Partnering with community organizations to deepen connections
One of the core commitments of our foundation is centering the voices of those most impacted by inequities. This commitment is a thread that runs through all of our grantee partnerships, including those that were established in our Healthy Connections grant opportunities.
In 2019, we evolved our commitment, intentionally partnering with community-led organizations to address the ways health is impacted by structural barriers to safety and connectedness—barriers like escalating Islamophobia, antisemitism, and white nationalism. One of our grantee partners in this work is Reviving Islamic Sisterhood for Empowerment (RISE), which led its community through uncertain times while finding partnership and support in fellow community organizations, including the National Council of Jewish Women (NCJW).
Through their individual and collective efforts, both RISE and NCJW affirmed that the deep roots of systemic racism have historically worked to sow dissent between communities of color and faith communities, resulting in diluted progress against racism in all forms. It was this reality that led the leaders of RISE and NCJW to lean on each other and find strength and support in their collaboration.

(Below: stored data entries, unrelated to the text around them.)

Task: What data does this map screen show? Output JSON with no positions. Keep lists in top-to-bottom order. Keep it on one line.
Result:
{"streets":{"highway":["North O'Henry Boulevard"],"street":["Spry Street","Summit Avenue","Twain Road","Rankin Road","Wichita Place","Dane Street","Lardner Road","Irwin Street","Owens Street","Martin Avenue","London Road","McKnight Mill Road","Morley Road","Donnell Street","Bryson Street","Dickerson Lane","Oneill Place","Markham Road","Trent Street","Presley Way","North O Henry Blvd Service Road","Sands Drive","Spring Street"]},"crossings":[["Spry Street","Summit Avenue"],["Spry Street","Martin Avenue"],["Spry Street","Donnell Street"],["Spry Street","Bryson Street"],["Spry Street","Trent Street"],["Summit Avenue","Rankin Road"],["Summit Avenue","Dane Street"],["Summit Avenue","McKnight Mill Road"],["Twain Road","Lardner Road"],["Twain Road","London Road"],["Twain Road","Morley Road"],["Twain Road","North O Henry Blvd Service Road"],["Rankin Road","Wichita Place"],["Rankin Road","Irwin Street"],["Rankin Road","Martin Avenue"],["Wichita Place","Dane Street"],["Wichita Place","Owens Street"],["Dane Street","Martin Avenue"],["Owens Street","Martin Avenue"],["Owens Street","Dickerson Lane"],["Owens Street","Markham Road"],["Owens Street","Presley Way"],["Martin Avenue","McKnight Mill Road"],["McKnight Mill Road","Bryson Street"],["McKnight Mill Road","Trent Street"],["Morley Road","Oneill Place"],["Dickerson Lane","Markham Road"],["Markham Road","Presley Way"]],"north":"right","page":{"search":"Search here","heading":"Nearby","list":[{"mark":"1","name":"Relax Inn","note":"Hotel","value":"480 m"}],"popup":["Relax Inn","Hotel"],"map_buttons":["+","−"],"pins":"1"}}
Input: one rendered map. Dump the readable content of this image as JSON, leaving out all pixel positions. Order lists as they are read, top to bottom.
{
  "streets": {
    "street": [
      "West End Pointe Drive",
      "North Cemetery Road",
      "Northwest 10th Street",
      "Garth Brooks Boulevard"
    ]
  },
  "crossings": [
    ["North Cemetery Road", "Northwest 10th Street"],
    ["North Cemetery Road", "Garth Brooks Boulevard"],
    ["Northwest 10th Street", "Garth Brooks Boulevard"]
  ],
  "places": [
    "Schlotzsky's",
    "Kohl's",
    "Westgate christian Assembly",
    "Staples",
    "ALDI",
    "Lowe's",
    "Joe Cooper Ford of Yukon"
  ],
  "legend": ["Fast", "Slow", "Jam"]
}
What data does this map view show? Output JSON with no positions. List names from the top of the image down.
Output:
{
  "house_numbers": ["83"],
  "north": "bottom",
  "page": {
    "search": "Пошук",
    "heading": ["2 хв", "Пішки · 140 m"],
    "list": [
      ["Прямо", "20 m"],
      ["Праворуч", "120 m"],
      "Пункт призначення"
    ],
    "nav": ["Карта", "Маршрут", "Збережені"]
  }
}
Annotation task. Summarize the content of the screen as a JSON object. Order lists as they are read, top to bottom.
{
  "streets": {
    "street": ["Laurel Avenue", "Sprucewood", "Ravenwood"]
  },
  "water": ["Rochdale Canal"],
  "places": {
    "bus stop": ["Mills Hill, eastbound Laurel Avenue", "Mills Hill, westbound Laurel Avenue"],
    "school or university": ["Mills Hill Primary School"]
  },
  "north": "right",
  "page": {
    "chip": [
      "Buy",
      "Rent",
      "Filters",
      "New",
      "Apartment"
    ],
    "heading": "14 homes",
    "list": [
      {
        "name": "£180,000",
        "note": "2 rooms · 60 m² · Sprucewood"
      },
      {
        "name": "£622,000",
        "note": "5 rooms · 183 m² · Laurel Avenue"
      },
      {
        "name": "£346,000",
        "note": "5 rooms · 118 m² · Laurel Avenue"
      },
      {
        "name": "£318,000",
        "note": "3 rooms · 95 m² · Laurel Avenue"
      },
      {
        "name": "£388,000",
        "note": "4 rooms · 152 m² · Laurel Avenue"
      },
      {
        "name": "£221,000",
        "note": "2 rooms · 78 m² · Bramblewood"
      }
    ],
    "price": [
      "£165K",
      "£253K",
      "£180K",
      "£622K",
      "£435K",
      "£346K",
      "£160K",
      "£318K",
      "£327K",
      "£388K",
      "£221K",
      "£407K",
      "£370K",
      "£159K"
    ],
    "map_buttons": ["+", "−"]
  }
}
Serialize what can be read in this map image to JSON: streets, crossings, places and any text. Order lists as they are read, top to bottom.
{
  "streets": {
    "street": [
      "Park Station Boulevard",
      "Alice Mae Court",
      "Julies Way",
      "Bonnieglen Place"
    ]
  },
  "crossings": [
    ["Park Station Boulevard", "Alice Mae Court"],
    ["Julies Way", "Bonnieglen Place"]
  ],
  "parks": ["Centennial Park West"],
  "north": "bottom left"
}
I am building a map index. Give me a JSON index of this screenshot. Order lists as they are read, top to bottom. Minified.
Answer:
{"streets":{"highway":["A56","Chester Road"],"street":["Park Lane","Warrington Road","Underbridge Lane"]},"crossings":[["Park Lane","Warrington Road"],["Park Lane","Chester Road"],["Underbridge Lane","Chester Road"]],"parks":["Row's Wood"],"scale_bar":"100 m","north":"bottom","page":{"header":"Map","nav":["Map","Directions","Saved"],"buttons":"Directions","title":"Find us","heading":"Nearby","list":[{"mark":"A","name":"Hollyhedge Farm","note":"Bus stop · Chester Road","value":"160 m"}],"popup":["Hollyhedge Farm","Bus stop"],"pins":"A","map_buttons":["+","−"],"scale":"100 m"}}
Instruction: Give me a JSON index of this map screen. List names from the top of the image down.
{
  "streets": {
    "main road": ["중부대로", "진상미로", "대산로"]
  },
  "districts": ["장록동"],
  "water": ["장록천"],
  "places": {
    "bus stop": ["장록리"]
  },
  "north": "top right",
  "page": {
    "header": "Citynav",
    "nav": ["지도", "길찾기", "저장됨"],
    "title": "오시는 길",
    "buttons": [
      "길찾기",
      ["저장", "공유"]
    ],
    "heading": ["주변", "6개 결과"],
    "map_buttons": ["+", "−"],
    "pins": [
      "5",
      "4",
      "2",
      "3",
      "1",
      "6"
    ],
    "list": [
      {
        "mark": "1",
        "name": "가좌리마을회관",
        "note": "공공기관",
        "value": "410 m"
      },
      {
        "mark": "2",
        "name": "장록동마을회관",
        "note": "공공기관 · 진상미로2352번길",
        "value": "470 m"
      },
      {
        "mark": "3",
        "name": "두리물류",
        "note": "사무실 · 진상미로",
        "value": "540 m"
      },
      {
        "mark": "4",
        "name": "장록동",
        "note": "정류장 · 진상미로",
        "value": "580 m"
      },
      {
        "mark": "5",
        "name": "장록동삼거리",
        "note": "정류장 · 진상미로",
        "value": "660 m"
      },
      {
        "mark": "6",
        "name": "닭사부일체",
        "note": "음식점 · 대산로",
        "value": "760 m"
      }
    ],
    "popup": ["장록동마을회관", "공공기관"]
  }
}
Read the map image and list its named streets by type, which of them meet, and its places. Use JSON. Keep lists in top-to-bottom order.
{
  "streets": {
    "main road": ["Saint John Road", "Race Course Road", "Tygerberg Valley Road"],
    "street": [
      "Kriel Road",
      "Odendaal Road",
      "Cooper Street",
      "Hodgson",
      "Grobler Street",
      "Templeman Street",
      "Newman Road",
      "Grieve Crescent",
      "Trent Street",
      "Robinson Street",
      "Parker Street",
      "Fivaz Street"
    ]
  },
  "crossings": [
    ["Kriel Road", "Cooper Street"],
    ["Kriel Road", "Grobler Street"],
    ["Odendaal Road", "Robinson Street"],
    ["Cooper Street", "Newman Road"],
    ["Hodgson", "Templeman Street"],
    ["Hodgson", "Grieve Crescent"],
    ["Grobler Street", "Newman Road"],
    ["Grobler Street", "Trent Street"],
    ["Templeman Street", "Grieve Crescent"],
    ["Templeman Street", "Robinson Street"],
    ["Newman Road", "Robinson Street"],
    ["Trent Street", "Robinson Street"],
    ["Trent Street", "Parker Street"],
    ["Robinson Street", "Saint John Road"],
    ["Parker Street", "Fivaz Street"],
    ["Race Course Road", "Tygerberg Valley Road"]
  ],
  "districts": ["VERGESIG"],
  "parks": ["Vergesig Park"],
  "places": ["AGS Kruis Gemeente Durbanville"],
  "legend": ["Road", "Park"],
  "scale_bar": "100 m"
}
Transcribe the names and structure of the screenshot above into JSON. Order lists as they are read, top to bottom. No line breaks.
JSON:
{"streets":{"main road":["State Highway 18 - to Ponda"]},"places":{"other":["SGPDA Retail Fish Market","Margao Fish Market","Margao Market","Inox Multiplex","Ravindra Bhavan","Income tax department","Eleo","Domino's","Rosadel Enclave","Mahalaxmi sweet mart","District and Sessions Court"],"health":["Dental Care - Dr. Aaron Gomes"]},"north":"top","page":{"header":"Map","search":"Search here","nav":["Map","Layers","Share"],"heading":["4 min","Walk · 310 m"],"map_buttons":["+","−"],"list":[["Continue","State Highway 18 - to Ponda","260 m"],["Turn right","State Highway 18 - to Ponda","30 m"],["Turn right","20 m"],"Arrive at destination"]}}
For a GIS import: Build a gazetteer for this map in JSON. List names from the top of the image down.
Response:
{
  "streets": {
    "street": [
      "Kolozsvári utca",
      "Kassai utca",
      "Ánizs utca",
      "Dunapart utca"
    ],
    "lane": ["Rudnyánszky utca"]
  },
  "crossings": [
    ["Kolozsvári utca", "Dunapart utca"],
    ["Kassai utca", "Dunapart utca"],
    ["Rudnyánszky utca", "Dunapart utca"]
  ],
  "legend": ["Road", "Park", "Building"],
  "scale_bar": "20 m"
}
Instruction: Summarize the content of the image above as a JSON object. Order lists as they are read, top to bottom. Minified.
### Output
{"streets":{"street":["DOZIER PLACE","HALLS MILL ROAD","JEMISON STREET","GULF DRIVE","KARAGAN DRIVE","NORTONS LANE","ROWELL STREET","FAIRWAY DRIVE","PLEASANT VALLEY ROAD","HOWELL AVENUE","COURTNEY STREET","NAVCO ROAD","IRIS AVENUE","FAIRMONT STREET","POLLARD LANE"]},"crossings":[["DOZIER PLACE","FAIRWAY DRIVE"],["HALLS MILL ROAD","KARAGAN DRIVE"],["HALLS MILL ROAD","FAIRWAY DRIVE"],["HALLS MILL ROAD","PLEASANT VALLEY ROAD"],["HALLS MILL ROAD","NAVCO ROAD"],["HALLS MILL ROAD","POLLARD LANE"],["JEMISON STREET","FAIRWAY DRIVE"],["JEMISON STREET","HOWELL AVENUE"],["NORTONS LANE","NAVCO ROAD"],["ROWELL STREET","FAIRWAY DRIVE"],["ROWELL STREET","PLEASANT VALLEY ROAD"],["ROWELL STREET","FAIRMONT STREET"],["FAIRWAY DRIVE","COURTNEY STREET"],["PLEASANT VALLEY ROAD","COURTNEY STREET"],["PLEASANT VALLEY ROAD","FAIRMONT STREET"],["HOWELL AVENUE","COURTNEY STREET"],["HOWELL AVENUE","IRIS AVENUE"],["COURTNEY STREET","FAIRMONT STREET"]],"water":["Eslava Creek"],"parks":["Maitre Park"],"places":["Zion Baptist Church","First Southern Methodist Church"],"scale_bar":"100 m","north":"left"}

Nausheena Hussain, Executive Director of RISE, recently shared her thoughts about standing in solidarity with NCJW:
“As Muslims and Jews, we’re socialized to believe negative stereotypes about each other. We need to back up and better understand the systems of oppression—Islamophobia and antisemitism—that drive those false narratives, and work to break them down together, in relationship with each other. We build our shared power to make change in the progressive policy areas in which our beliefs and values intersect. We do our work rooted in faith, with the understanding that our voices together are greater than the sum of their parts. We imagine a future where Muslims and Jews feel safe, know they belong and are deeply connected.”
What We Learned
As a foundation, we are committed to being strategic and responsive to our grantee partners and the needs of the community, and are steadfast in our pursuit of continuous improvement. Here are some key takeaways that continue to inform our work:
- Let community lead the way.
Communities inherently know the issues they are facing and hold the wisdom and knowledge to create and implement the most effective solutions. It is our responsibility in the philanthropic sector to respond to community needs and provide resources in a way that supports the community in making the most impact.
- Act as a conduit for connections between community organizations.
The wisdom and expertise held by our grantee partners is vast, and there is power in creating opportunities for them to connect and collaborate with each other.
- Broaden the definition of health.
Health is more than health care. Health is impacted by our environment, the safety of our community, family and social support, and access to things like education, employment, and a living wage. By focusing upstream on these and other socioeconomic factors, we can improve health outcomes for generations.
Islamophobia, antisemitism, and white nationalism are an abhorrent part of our society’s past and present. Moving past these institutions of hate, and toward a future of equitable health for everyone requires vigilance and dedication. Through our collaboration with and support of community organizations, we act as a true partner as we all work toward racial and health equity.